The driver confirmed that he was not.
- The train had previously reached speeds of up to 125 mph throughout its journey from Wolverhampton to Warrington. Avanti West Coast had used its late notice procedure to inform drivers of the BESR when they booked on for duty.
- However, the late notice received by the driver only showed one BESR in England, covering the route from Penrith to Cove Level crossing. This was the converse of the actual BESR that Network Rail had imposed, which included the whole of the west coast main line in the NW route except for Penrith to Cove Level crossing. This again meant that the driver was unaware of the BESR when the overspeed took place.
- At approximately 09:03 hrs on 21 February, train 1L95, the 07:09 hrs Scotrail service from Glasgow Central to Carlisle via Kilmarnock, travelled through an area where a 50 mph BESR was in force at the normal linespeed of 70 mph.
- The driver had been correctly advised when booking on of the existence of a BESR, which covered the whole section of line from Kilmarnock to the boundary with the North West route, near Gretna, and which was due to expire at 09:00 hrs.
- The driver observed the BESR until 09:03 hrs when he was just south of Sanquhar, at which point he accelerated to linespeed (70 mph). However, an extension to the BESR covering the section of the route between Sanquhar and Thornhill had issued at 09:05 hrs, effective until 12:30 hrs.
- The driver was unaware of the extension at the time it was implemented, and was therefore also unaware of the BESR, when the overspeed took place.

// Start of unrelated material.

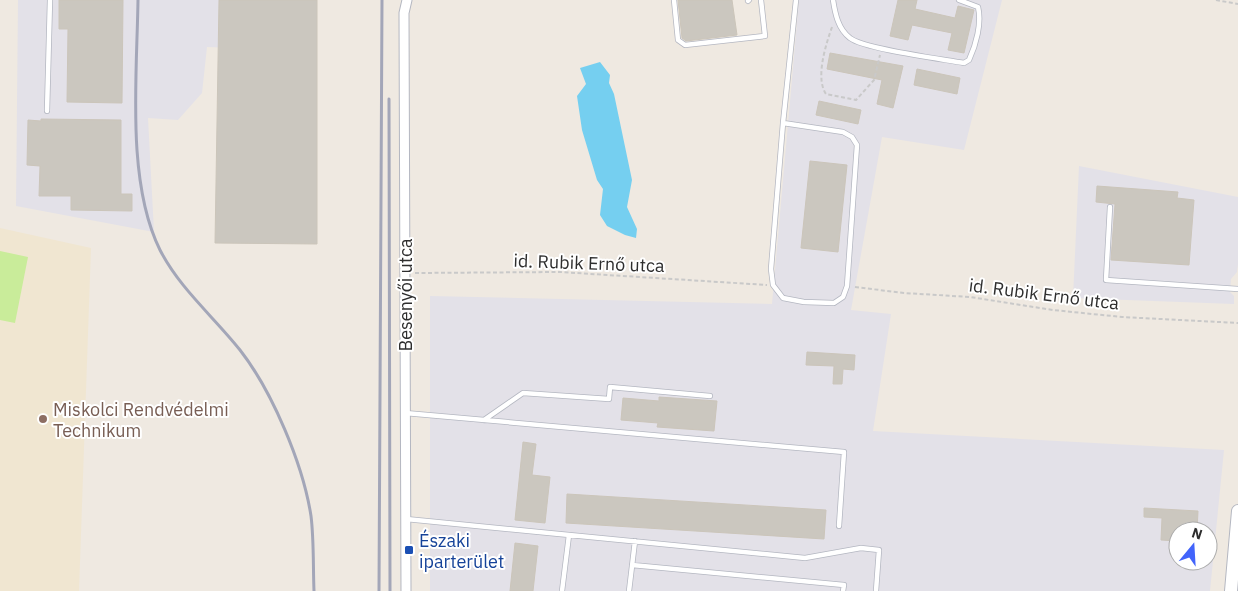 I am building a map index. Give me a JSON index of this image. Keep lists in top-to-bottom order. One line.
{"streets":{"street":["Besenyői utca"],"path":["id. Rubik Ernő utca"]},"crossings":[["id. Rubik Ernő utca","Besenyői utca"]],"places":{"other":["Miskolci Rendvédelmi Technikum"],"transit":["Északi iparterület"]},"north":"top"}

The incidents show examples of three different mechanisms which resulted in the intent of the BESR not being met.
And in trains potentially travelling too fast for the prevailing conditions.
These incidents also highlight different issues surrounding the communication of BESRs to drivers, including a potential for error where BESRs are introduced in a pre-planned manner but without supporting GSM-R broadcasts being made to drivers.

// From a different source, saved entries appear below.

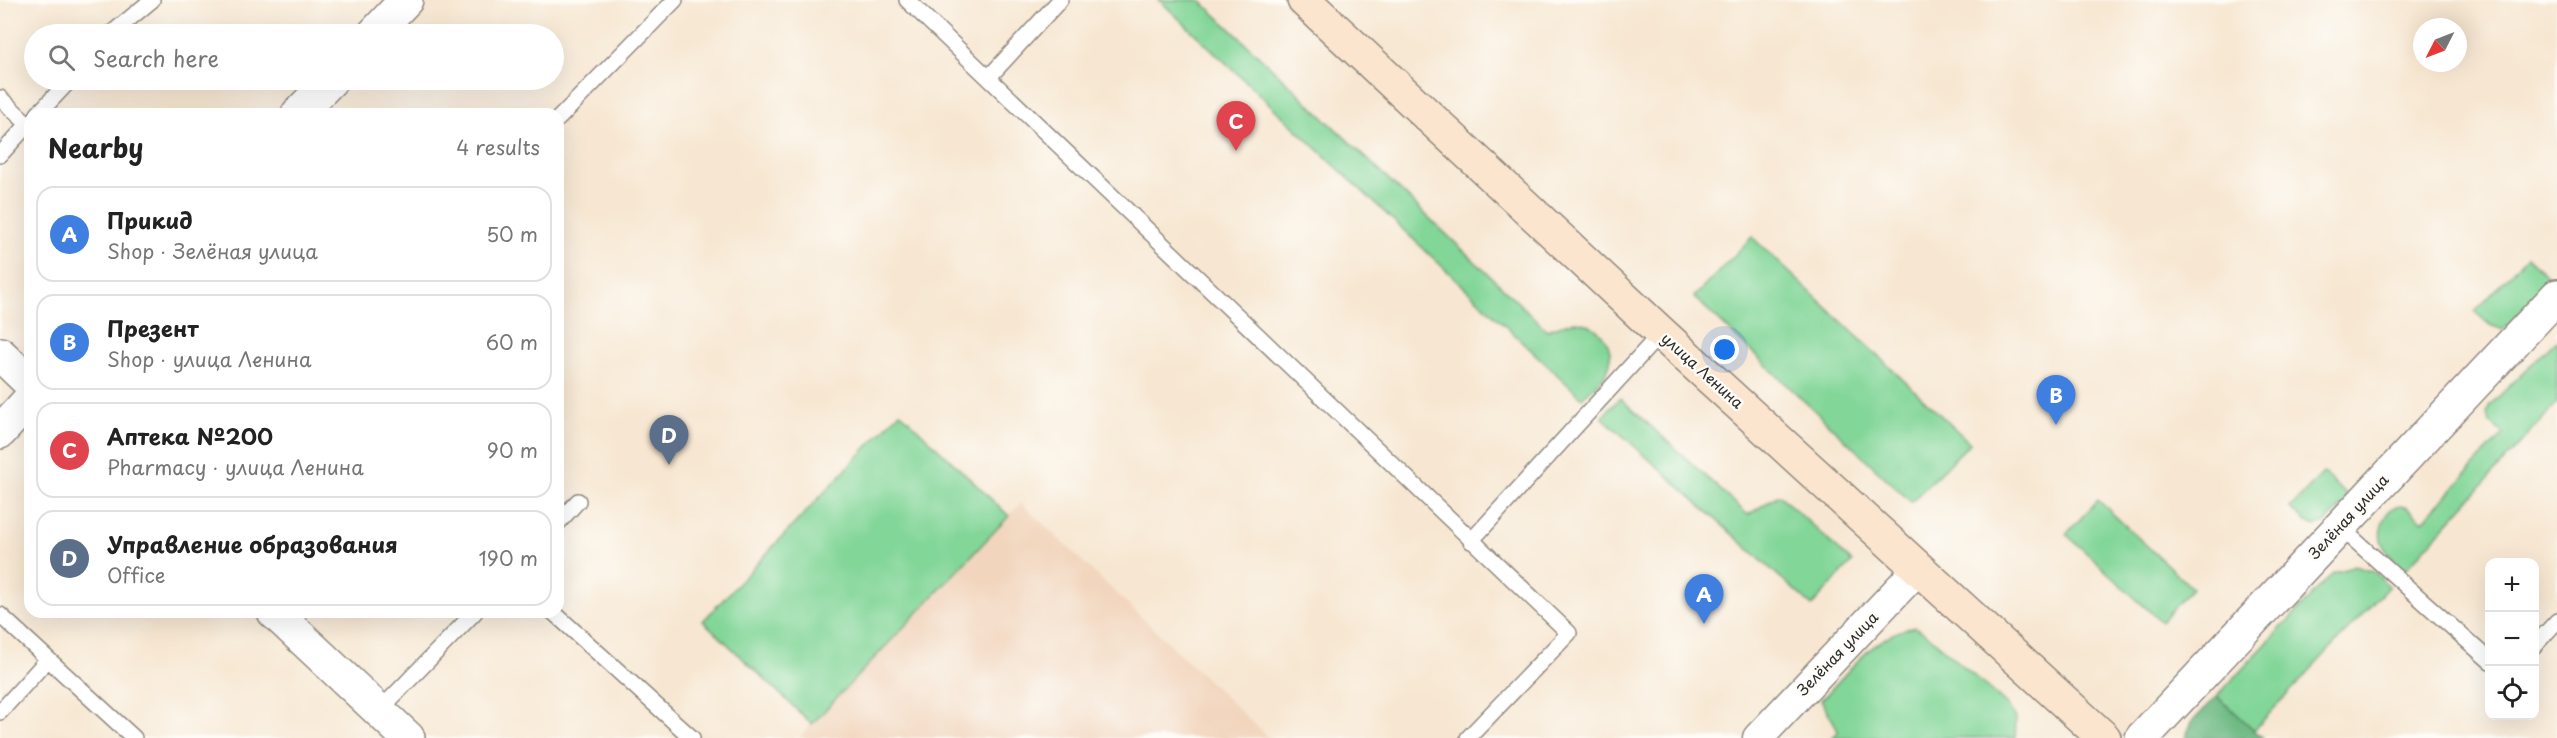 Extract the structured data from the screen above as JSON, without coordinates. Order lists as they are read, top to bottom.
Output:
{
  "streets": {
    "main road": ["улица Ленина"],
    "street": ["Зелёная улица"]
  },
  "crossings": [
    ["улица Ленина", "Зелёная улица"]
  ],
  "north": "bottom left",
  "page": {
    "search": "Search here",
    "pins": [
      "C",
      "B",
      "D",
      "A"
    ],
    "heading": ["Nearby", "4 results"],
    "list": [
      {
        "mark": "A",
        "name": "Прикид",
        "note": "Shop · Зелёная улица",
        "value": "50 m"
      },
      {
        "mark": "B",
        "name": "Презент",
        "note": "Shop · улица Ленина",
        "value": "60 m"
      },
      {
        "mark": "C",
        "name": "Аптека №200",
        "note": "Pharmacy · улица Ленина",
        "value": "90 m"
      },
      {
        "mark": "D",
        "name": "Управление образования",
        "note": "Office",
        "value": "190 m"
      }
    ],
    "map_buttons": ["+", "−"]
  }
}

We have reviewed the findings of this preliminary examination and have decided not to carry out any further investigation of the incidents.
RAIB has previously made recommendations in RAIB report 08/2021 ‘Trains overspeeding between Laurencekirk and Portlethen’, published on 4 December 2021, which covers topics which are relevant to the above three incidents.
The first recommendation seeks an improvement to the BESR notices provided to drivers.
And the second seeks a review of the methods used to implement blanket emergency speed restrictions.
The learning points cover the importance of drivers being aware of information contained in late notices, and the need for safety critical communications to provide clear and unambiguous information.
We have written to the Office of Rail and Road (ORR) and sent copies of the letter to the train and freight operating companies and Network Rail, to alert ORR and the railway industry to the incidents and the circumstances surrounding them.
RAIB is aware that there is currently an industry initiative responding to the recommendations made in the Laurencekirk and Portlethen investigation report, and we hope that these incidents will inform the industry’s response to these recommendations, particularly around how drivers who book on remotely are informed about BESRs in the absence of GSM-R notification.